● **Data in this exercise**:

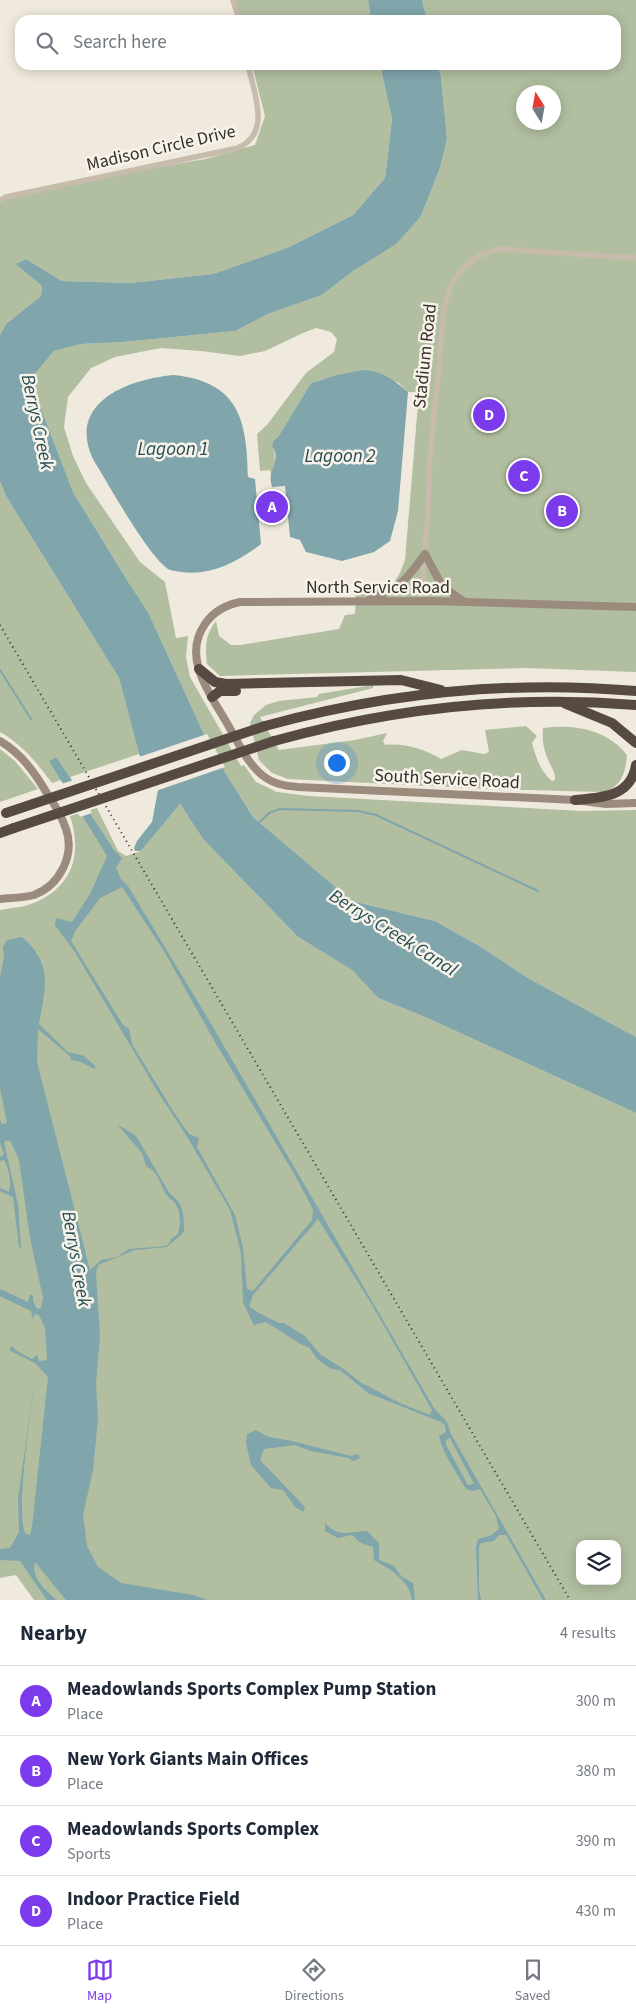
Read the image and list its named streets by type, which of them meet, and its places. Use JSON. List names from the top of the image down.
--
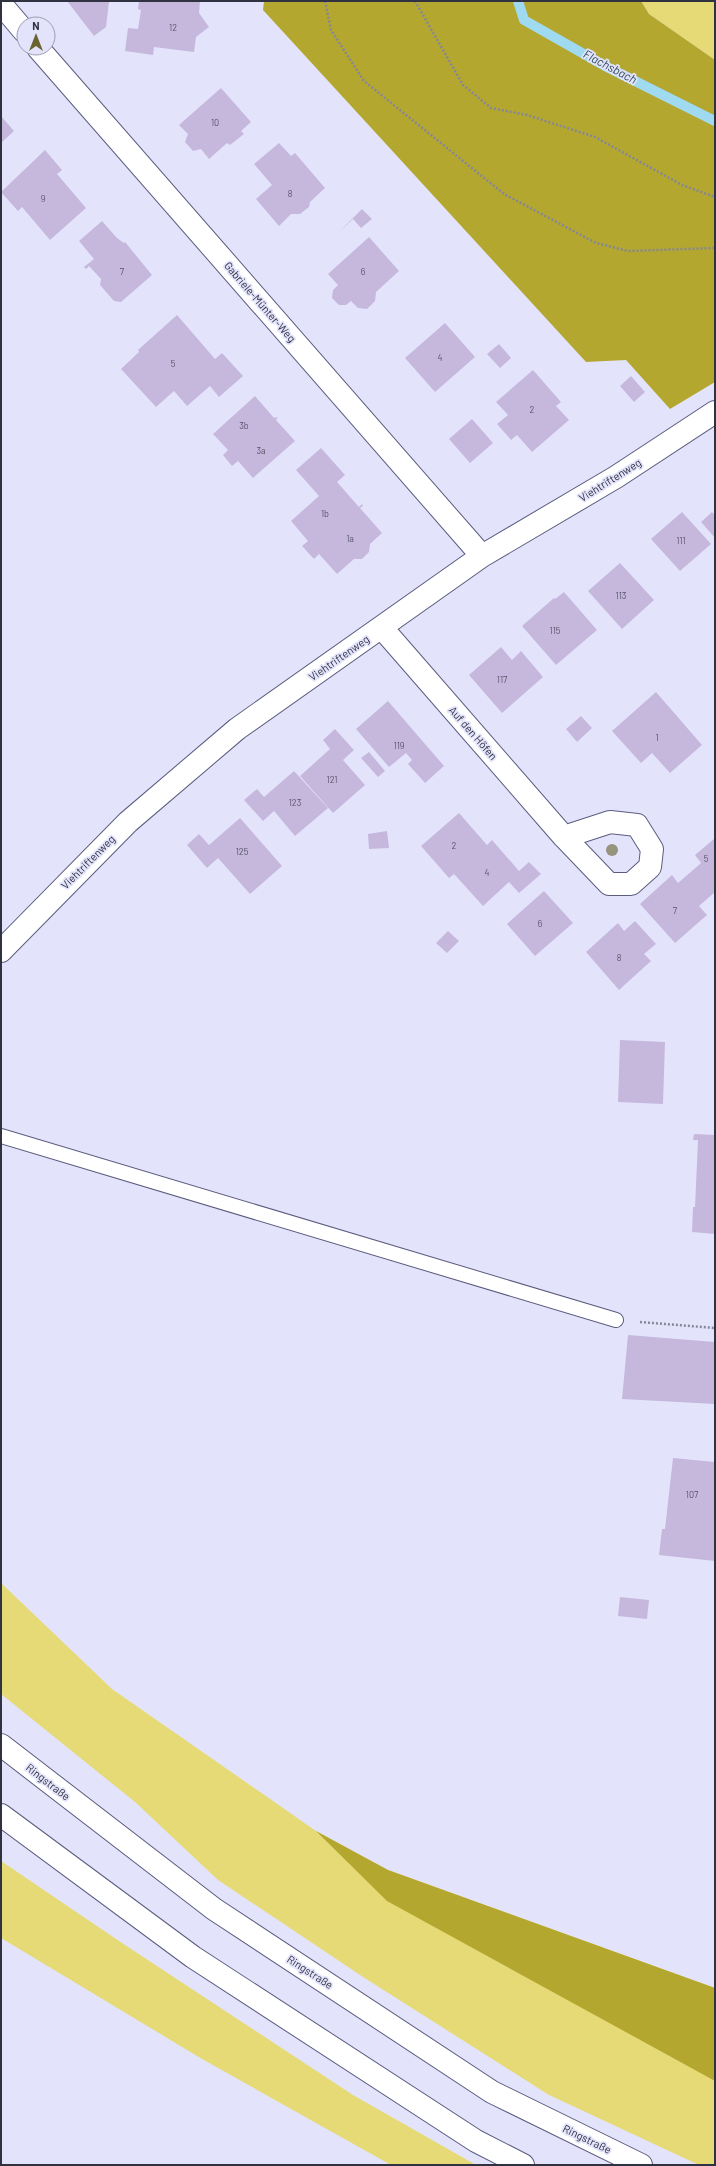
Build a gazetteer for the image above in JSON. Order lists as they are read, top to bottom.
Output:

● **Activity**: Could you work out how many lines in the material contain the word "JSON"? Reply with the number only.

● **Answer to this task**: 2